Through 25 years of activism, Phil has shown an uncanny ability to thrive, both physically and emotionally, despite experiences that could derail others. This trait seems to go back to his childhood. In a telling, 1995 letter from prison, Fr. David Holley recalled the 12-year-old boy who he had molested. “Even at an early age,” he wrote, “Phil was very talented and possessed a remarkable personality.” One might not expect such words of praise from a serial child molester. Nevertheless, regardless of his talent or personality, the repeated assaults that he endured from the priest left their mark.
Years later, when a young man in college, Phil was haunted by the psychological fallout of his abuse. Through deep introspection, and two summers of solitary travel hitchhiking through Europe, he managed to pull himself out of an emotional tailspin. With a more enlightened view of the world and his place in it, he began to get his life on track.

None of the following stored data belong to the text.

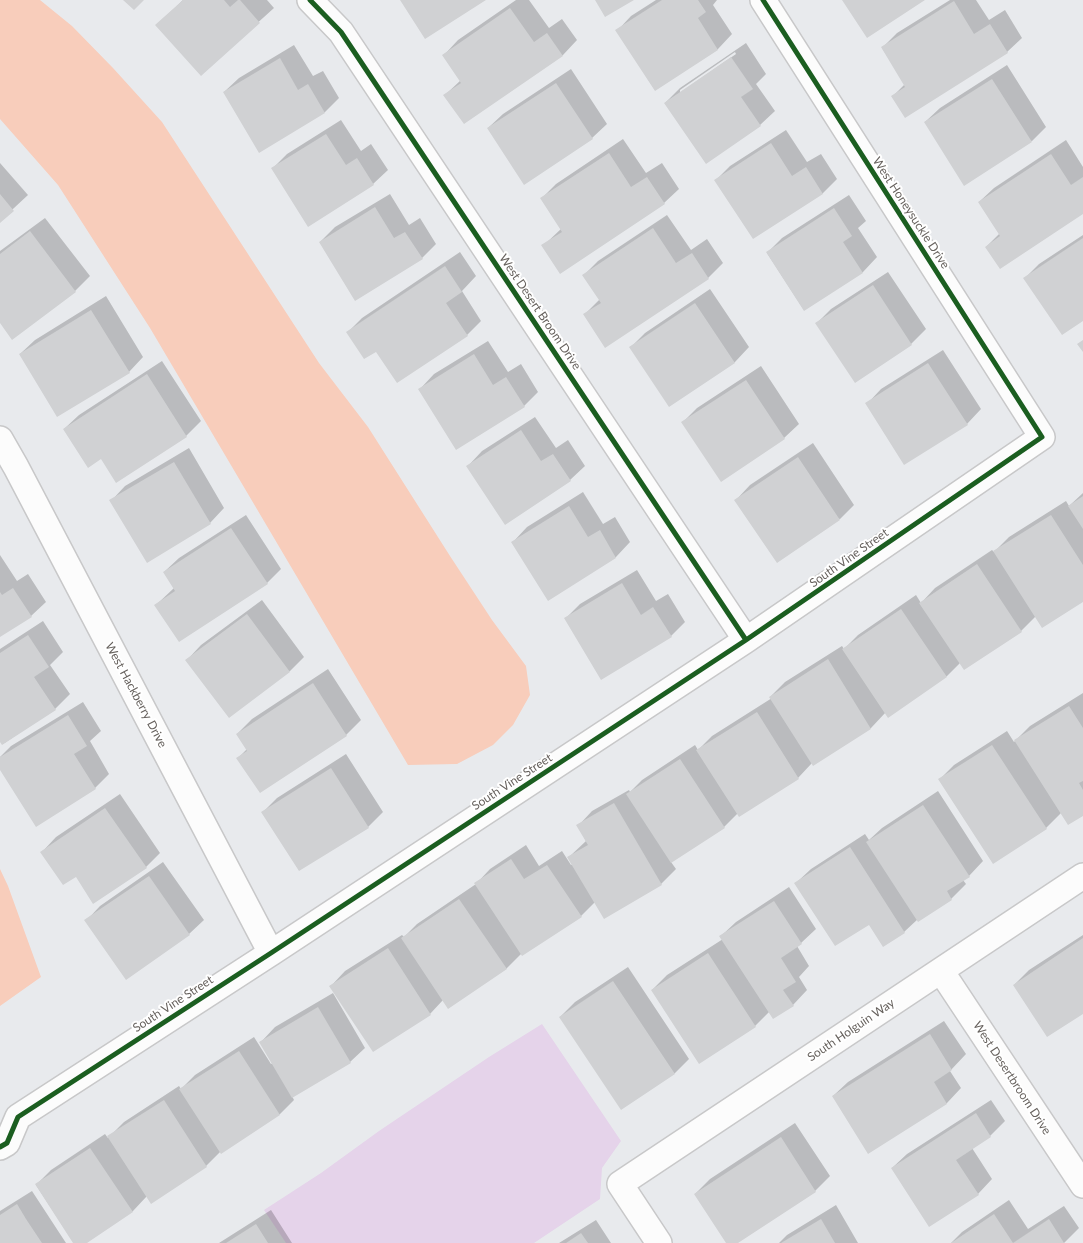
<!DOCTYPE html>
<style>
body{margin:0}
canvas{display:block;background:#e8eaed}
</style>
<canvas width="1083" height="1243"></canvas>
<script>
const g = document.querySelector('canvas').getContext('2d');
g.lineJoin = 'round';
function paint(path, color) { g.fillStyle = color; g.fill(path, 'evenodd'); }
const toPath = rows => new Path2D(rows.map(r => 'M' + r).join(''));
function trace(path, color, width, dash) { g.strokeStyle = color; g.lineWidth = width; g.lineCap = dash ? 'butt' : 'round'; g.setLineDash(dash || []); g.stroke(path); }
function drawText(font, color, halo, rows, align = 'center') {
  g.font = font + ' Lato,sans-serif'; g.lineWidth = 4; g.setLineDash([]); g.textBaseline = 'middle'; g.strokeStyle = halo; g.fillStyle = color; for (const [text, x, y, turn = 0] of rows) {
    g.save(); g.translate(x, y); g.rotate((+turn || 0) * Math.PI / 180); g.textAlign = isNaN(turn) ? turn : align; if (halo) g.strokeText(text, 0, 0); g.fillText(text, 0, 0); g.restore();
  }
}
paint(toPath([
 [542,1024,621,1141,602,1168,600,1199,534,1243,286,1243,264,1210,321,1173,379,1131,489,1057]
]), '#e5d3ea');
paint(toPath([
 [0,0,40,0,72,26,113,68,162,122,319,363,368,427,450,556,492,620,526,666,530,695,513,725,493,745,457,764,408,765,150,328,58,185,0,119],
 [0,869,8,886,41,977,0,1006]
]), '#f8cdbb');
paint(toPath([
 [183,0,267,0,274,8,201,74,157,25],
 [516,0,529,0,549,28,562,19,577,40,563,55,464,123,445,95,461,80,444,55,458,40],
 [656,0,717,0,713,5,732,34,718,49,655,90,617,31,631,16],
 [950,0,976,0,989,20,1005,10,1022,38,1007,52,893,96,905,84,882,48,897,33],
 [746,43,766,74,756,84,775,111,760,125,706,162,665,103,680,88],
 [735,52,736,54,680,93,680,90],
 [294,45,313,76,323,71,339,98,325,112,259,151,224,92,239,78],
 [1007,65,1046,127,1032,141,925,122,940,108],
 [571,69,607,124,592,138,488,128,503,114],
 [341,120,361,151,371,144,388,170,373,184,273,168,287,154],
 [786,130,807,162,821,154,837,179,822,194,716,180,730,166],
 [623,139,646,173,662,163,679,189,664,203,543,246,562,228,542,198,556,184],
 [1066,140,1083,167,1083,212,986,247,1000,233,979,202,994,188],
 [0,163,28,195,0,221],
 [390,194,409,225,420,218,436,244,422,258,320,242,335,227],
 [849,195,866,221,858,228,877,257,863,272,804,310,767,253,782,238],
 [667,215,691,250,707,239,723,263,708,278,585,314,600,299,584,275,598,261],
 [45,218,90,276,75,291,13,338,0,321,0,251],
 [1083,235,1083,319,1025,278,1039,264],
 [460,252,476,276,462,291,481,321,467,335,376,350,348,332,362,318],
 [888,272,926,329,911,344,855,381,817,323,831,309],
 [710,289,749,347,735,362,669,406,631,347,645,333],
 [106,296,143,357,129,372,20,354,35,340],
 [488,341,508,372,521,364,538,392,524,406,420,389,434,374],
 [943,350,981,409,967,424,867,404,881,389],
 [162,361,201,421,186,436,117,481,102,458,64,429,79,415],
 [761,366,799,424,784,438,683,422,697,408],
 [535,417,556,448,568,440,585,466,570,480,468,466,482,451],
 [813,443,854,505,840,519,736,500,750,485],
 [189,448,224,508,210,523,111,501,125,486],
 [583,492,603,524,615,517,630,542,616,557,549,599,513,542,527,527],
 [1083,493,1083,600,1036,616,1021,631,964,668,960,663,947,676,889,716,886,712,871,728,812,763,798,778,739,815,738,813,724,827,671,862,676,869,661,884,595,902,581,916,522,953,506,969,443,1000,430,1014,331,986,345,971,402,935,404,937,417,924,476,884,490,869,526,845,539,866,562,851,571,865,573,864,569,857,586,841,578,826,592,811,629,790,630,792,642,780,695,745,698,750,712,736,772,698,770,697,785,682,842,646,844,649,858,635,916,595,921,603,935,588,992,550,994,552,1009,537,1066,501,1069,506],
 [246,515,281,569,267,583,156,605,174,588,164,572,179,558],
 [0,555,17,581,28,574,46,602,31,616,0,636],
 [637,570,656,601,668,594,685,622,671,636,566,618,580,604],
 [262,600,304,657,290,671,229,716,187,660,201,645],
 [43,621,63,652,50,665,70,694,55,709,3,744,0,740,0,649],
 [328,669,361,720,346,735,260,791,238,758,247,749,237,734,252,719],
 [1083,693,1083,814,1061,813,1046,828,993,862,940,779,954,765,1007,731,1014,742,1030,726],
 [83,702,101,731,90,741,109,774,95,788,0,767,0,757,11,746],
 [346,754,383,812,368,827,299,870,263,812,277,798],
 [938,791,983,861,969,876,963,880,966,884,951,899,918,920,918,919,904,932,869,923,796,883,811,869,865,834,869,840,882,828],
 [120,794,160,853,146,867,76,876,42,852,56,837],
 [163,862,204,920,189,934,86,921,100,906],
 [789,887,816,929,801,943,797,946,809,966,799,977,807,990,793,1005,770,1011,755,1026,652,990,667,975,723,939,721,936,736,922],
 [1083,935,1083,1012,1014,985,1029,970],
 [628,967,689,1059,675,1073,621,1108,560,1017,575,1002],
 [333,993,365,1048,350,1062,292,1096,294,1100,280,1114,221,1151,206,1166,147,1196,133,1211,85,1243,74,1243,36,1185,51,1170,105,1134,108,1138,124,1122,179,1086,181,1089,195,1075,254,1037,271,1064,273,1063,261,1042,275,1027],
 [944,1021,966,1054,950,1071,961,1088,947,1103,868,1152,833,1096,848,1082],
 [991,1100,1005,1121,990,1136,972,1148,992,1179,978,1194,892,1168,907,1154],
 [795,1123,830,1176,815,1191,736,1243,728,1243,695,1194,710,1179],
 [32,1191,66,1243,0,1243,0,1211],
 [1009,1200,1028,1229,1064,1206,1079,1228,1064,1243,951,1243,962,1232],
 [836,1205,858,1243,779,1243,787,1235],
 [271,1210,292,1243,219,1243],
 [596,1220,611,1243,559,1243]
]), '#0003');
paint(toPath([
 [123,0,144,0,134,10],
 [183,0,224,0,230,7,238,0,240,0,260,23,201,76,155,25],
 [400,0,486,0,425,39],
 [595,0,634,0,605,17],
 [662,0,698,0,706,12,698,18,718,50,655,91,615,30],
 [842,0,925,0,867,38],
 [954,1,974,34,990,24,1008,53,905,118,891,96,905,87,881,47],
 [510,8,534,42,547,33,563,56,464,124,443,95,461,83,442,55],
 [731,57,753,89,741,97,761,126,706,164,664,103],
 [280,58,298,90,308,84,325,113,259,153,223,92],
 [992,79,1032,142,964,186,924,122],
 [556,83,593,139,524,185,487,128],
 [326,134,346,165,357,158,374,185,308,227,271,168],
 [771,143,792,176,806,167,823,194,753,239,714,180],
 [609,153,631,187,647,177,665,204,560,274,541,245,562,232,540,198],
 [1051,154,1071,185,1083,177,1083,214,1000,269,985,247,1000,236,978,202],
 [0,194,14,211,0,223],
 [375,207,394,238,405,232,423,259,355,301,319,242],
 [834,208,852,236,843,242,863,273,804,311,766,252],
 [653,228,676,263,692,253,709,279,605,348,583,314,601,303,582,275],
 [30,231,76,292,12,340,0,323,0,254],
 [1083,238,1083,321,1062,335,1023,278],
 [445,266,462,292,446,303,468,336,397,383,376,352,364,359,346,332],
 [873,285,912,345,855,383,815,323],
 [695,303,735,363,669,407,629,347],
 [91,310,130,373,57,417,19,354],
 [1083,340,1083,352,1077,344],
 [474,354,493,385,506,377,525,407,456,450,418,389],
 [928,363,968,425,904,465,865,403],
 [147,374,187,437,116,483,101,459,88,468,63,429],
 [746,380,785,439,721,482,681,422],
 [521,430,541,461,553,454,571,481,505,525,466,466],
 [798,457,840,520,777,563,734,500],
 [174,462,211,524,147,563,109,500],
 [1083,496,1083,529,1068,506],
 [569,506,588,537,600,530,616,558,548,601,511,542],
 [1051,515,1083,565,1083,602,1042,628,993,551],
 [231,528,268,584,179,642,154,605,175,591,163,572],
 [977,564,1022,632,964,670,919,603],
 [622,583,641,615,653,607,672,637,601,680,564,618],
 [13,588,32,617,0,637,0,592,2,595],
 [901,609,947,677,888,718,842,649],
 [247,614,290,672,229,718,185,660],
 [28,635,49,667,34,677,56,710,2,745,0,742,0,653],
 [828,659,871,729,813,766,769,697],
 [313,683,347,736,260,793,236,758,247,751,236,734],
 [1069,706,1083,728,1083,781,1079,783,1083,790,1083,816,1068,825,1014,740],
 [757,712,799,779,739,817,696,750],
 [68,715,87,746,74,754,96,789,36,827,0,770,0,757],
 [992,745,1047,829,993,864,938,779],
 [680,759,725,828,671,863,626,794],
 [331,768,369,828,299,871,261,812],
 [614,803,662,885,604,919,567,857,588,845,576,825],
 [923,805,970,877,947,891,952,900,918,922,866,842],
 [105,808,147,868,93,904,76,877,63,885,40,852],
 [850,847,905,933,883,947,869,925,835,946,794,883],
 [511,859,524,879,547,865,582,917,522,956,474,883],
 [149,876,190,935,126,980,84,920],
 [459,899,507,969,448,1009,401,938],
 [774,901,802,944,781,958,796,982,783,990,794,1006,773,1019,719,936],
 [1083,938,1083,1014,1047,1037,1013,985],
 [388,948,431,1015,373,1052,329,986],
 [708,953,756,1027,699,1064,651,990],
 [613,981,675,1074,621,1110,559,1017],
 [318,1007,351,1063,292,1098,259,1042],
 [930,1034,952,1070,934,1082,947,1104,868,1154,832,1096],
 [239,1051,280,1115,221,1154,179,1089],
 [164,1100,207,1167,151,1204,107,1136],
 [976,1113,991,1137,956,1160,979,1195,929,1227,891,1168],
 [781,1137,816,1192,738,1243,726,1243,694,1194],
 [90,1148,133,1212,87,1243,73,1243,35,1184],
 [17,1204,26,1219,42,1243,0,1243,0,1215],
 [994,1214,1013,1243,951,1243],
 [821,1219,835,1243,781,1243],
 [1049,1219,1064,1243,1013,1243],
 [256,1224,268,1243,226,1243],
 [581,1233,588,1243,566,1243]
]), '#d0d1d3');
const street = toPath([
 [310,0,341,32,746,640],
 [0,439,16,467,271,953],
 [941,971,1083,1185],
 [0,1147,7,1143,18,1117,271,953,746,640,1042,437,763,0],
 [659,1243,620,1184,1083,876]
]);
trace(street, '#c8c8c9', 28);
trace(street, '#fcfcfc', 25);
trace(toPath([
 [310,0,341,32,746,640],
 [0,1147,7,1143,18,1117,271,953,746,640,1042,437,763,0]
]), '#1b5e20', 5);
drawText('12px', '#66615d', '#fff', [
 ["West Honeysuckle Drive",911,213,57],
 ["West Desert Broom Drive",540,312,56],
 ["South Vine Street",849,558,-35],
 ["West Hackberry Drive",136,695,62],
 ["South Vine Street",512,782,-33],
 ["South Vine Street",173,1004,-33],
 ["South Holguin Way",851,1030,-34],
 ["West Desertbroom Drive",1012,1078,57]
]);
</script>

With a Master’s Degree in Communications from Boston University, he embarked on a career in hospital public relations. He later switched to entertainment publicity and concert production. All of this success was derailed in late 1991 when he became very sick with AIDS. It was late the next year, during an unexpected, temporary reprieve from his sickness, that he went public about his childhood abuse.

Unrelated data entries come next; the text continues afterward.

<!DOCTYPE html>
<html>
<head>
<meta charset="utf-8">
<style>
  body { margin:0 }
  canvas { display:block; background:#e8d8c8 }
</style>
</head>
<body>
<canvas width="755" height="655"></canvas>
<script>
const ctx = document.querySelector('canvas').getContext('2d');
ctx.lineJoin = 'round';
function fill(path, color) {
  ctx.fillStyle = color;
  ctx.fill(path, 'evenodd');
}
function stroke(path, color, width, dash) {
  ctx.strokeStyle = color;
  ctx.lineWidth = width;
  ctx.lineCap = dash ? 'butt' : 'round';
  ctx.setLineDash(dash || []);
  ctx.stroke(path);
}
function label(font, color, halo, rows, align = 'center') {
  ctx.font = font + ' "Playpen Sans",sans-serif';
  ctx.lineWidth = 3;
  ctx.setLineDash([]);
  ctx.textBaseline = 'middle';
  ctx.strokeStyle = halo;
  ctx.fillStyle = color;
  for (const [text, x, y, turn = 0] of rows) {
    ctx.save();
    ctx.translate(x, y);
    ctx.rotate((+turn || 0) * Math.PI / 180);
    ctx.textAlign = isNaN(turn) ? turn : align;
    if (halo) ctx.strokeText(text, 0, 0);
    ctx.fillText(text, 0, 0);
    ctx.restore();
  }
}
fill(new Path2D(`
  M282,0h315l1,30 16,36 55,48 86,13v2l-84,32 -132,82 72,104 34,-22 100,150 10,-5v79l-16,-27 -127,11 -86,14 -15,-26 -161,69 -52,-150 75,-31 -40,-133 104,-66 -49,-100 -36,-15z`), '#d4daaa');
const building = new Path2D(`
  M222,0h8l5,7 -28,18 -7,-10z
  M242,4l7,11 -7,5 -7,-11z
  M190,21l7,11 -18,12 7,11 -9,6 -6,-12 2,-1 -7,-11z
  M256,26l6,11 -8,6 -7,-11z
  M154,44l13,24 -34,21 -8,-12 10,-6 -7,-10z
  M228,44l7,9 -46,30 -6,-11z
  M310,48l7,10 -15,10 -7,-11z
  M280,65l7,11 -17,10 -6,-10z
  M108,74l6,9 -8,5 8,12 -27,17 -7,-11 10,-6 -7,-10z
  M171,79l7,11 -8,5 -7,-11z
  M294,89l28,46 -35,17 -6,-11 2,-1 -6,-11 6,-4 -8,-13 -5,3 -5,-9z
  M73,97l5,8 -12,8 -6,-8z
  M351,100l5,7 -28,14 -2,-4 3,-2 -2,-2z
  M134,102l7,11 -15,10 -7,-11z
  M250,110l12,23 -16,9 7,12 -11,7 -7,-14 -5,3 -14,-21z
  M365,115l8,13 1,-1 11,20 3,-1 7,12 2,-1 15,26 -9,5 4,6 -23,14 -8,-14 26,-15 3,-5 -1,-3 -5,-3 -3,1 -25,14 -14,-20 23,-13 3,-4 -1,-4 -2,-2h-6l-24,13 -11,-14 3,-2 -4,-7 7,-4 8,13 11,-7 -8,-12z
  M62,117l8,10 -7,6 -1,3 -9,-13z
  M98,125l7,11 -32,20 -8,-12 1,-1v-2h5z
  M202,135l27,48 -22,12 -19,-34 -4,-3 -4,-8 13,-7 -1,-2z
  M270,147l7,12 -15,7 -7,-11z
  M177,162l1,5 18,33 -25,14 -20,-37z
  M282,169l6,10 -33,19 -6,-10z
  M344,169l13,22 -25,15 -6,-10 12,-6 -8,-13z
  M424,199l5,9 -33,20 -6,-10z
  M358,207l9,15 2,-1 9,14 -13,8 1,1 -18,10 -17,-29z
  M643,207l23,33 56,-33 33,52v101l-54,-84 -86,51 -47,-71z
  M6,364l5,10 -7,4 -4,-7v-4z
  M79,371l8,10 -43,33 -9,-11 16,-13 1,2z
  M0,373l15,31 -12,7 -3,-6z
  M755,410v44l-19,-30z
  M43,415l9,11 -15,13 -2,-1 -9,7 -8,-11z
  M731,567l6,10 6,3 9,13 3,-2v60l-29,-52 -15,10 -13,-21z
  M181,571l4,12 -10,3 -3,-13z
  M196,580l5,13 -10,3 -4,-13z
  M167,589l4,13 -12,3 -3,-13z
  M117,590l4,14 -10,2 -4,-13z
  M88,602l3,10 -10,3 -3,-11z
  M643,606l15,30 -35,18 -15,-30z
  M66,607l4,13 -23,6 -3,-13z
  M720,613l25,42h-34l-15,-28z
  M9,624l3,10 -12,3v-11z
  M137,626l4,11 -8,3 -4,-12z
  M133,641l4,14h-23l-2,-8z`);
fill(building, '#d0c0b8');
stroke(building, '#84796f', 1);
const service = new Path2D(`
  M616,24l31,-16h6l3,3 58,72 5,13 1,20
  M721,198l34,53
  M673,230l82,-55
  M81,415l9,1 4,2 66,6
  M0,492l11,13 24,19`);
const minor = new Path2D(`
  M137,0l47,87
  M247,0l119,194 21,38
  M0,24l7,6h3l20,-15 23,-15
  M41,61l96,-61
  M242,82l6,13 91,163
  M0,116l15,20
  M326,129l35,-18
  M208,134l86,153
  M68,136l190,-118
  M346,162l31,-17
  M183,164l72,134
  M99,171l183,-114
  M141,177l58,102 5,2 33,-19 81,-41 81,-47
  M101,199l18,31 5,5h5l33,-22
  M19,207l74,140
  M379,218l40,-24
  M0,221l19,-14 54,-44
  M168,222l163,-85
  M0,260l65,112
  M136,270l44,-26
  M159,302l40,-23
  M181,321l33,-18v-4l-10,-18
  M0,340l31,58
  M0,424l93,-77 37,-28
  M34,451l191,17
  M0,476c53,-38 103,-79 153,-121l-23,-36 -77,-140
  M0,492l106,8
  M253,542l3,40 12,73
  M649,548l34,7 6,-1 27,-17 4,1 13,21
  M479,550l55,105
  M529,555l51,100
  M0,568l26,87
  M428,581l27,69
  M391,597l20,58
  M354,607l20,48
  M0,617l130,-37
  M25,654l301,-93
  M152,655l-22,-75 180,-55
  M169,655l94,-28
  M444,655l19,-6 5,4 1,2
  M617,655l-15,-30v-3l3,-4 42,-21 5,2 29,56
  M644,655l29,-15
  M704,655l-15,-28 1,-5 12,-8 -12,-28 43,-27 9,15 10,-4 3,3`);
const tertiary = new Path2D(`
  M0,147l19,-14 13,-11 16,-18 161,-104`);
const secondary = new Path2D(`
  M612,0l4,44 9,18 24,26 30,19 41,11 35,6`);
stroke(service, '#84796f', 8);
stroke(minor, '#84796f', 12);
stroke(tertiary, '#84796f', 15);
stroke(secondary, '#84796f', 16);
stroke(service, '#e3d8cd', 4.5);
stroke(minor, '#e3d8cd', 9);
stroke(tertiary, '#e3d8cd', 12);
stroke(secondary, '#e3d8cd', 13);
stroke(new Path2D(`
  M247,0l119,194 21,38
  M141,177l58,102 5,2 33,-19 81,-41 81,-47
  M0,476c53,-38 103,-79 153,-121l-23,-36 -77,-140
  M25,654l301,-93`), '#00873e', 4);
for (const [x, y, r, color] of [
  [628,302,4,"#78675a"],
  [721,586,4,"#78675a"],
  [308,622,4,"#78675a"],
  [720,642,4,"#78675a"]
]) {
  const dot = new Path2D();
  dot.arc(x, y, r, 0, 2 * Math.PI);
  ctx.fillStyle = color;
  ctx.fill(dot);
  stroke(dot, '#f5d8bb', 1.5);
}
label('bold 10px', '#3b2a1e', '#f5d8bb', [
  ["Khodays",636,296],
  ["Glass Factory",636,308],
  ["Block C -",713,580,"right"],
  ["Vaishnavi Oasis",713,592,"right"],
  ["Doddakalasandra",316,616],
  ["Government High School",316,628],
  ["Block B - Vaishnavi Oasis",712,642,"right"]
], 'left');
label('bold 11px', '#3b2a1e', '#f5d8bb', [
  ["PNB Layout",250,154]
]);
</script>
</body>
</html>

“Facing a hopeless prognosis, Phil was reborn an activist”.Facing what seemed to be a hopeless health prognosis, Phil was reborn as an activist. Then, with the healing power of the new protease inhibitor medications, he survived, even thrived. He spent the next decade supporting other clergy abuse victims, and using the news media to get the word out about the church’s shameful cover-up. Despite his long involvement with the issue, he has cultivated many outside interests. An offshoot of his life-long travels is a venture he launched in 1999, an e-commerce website called Viva Oaxaca Folk Art. It is a showcase for handmade, decorative art that he buys on trips to southern Mexico, then resells to collectors all over the United States. n 2015, when he got swept up in the media vortex surrounding “Spotlight,” he worried about balance and perspective and being defined by his childhood abuse. He didn’t worry long. His is a lifeline that leads from a darkened church basement in 1965, to a moment, some 50 years later, when he is standing under bright lights at the Academy Awards, hoisting writer Josh Singer’s Oscar while actor Mark Ruffalo eagerly takes his picture. Phil has decided, in retrospect, . . . that’s not a bad thing to be defined by. Phil Saviano comes from a family background that is Catholic on both sides — Italian and Czechoslovakian. Over the course of many trips to Prague and Slovakia, he learned about the great Czech national and religious hero, Jan Hus. A historic figure who Phil feels some affinity with, Hus was a 15th century Catholic priest who made a name for himself by preaching against church corruption. He also got himself into a lot of trouble. In 1415, he was burned at the stake for heresy against the doctrines of the Catholic Church.
A hundred-year-old monument to Jan Hus is now a focal point of Prague’s historic Old Town Square. (See pictures in the Gallery section). Inscribed in the base is a quote from Hus, in Czech, reading “Pravda Vítězí.” It translates in English as “Truth Prevails.” In the issue of Catholic clergy child sex abuse, once hidden perhaps for generations, the truth certainly has prevailed.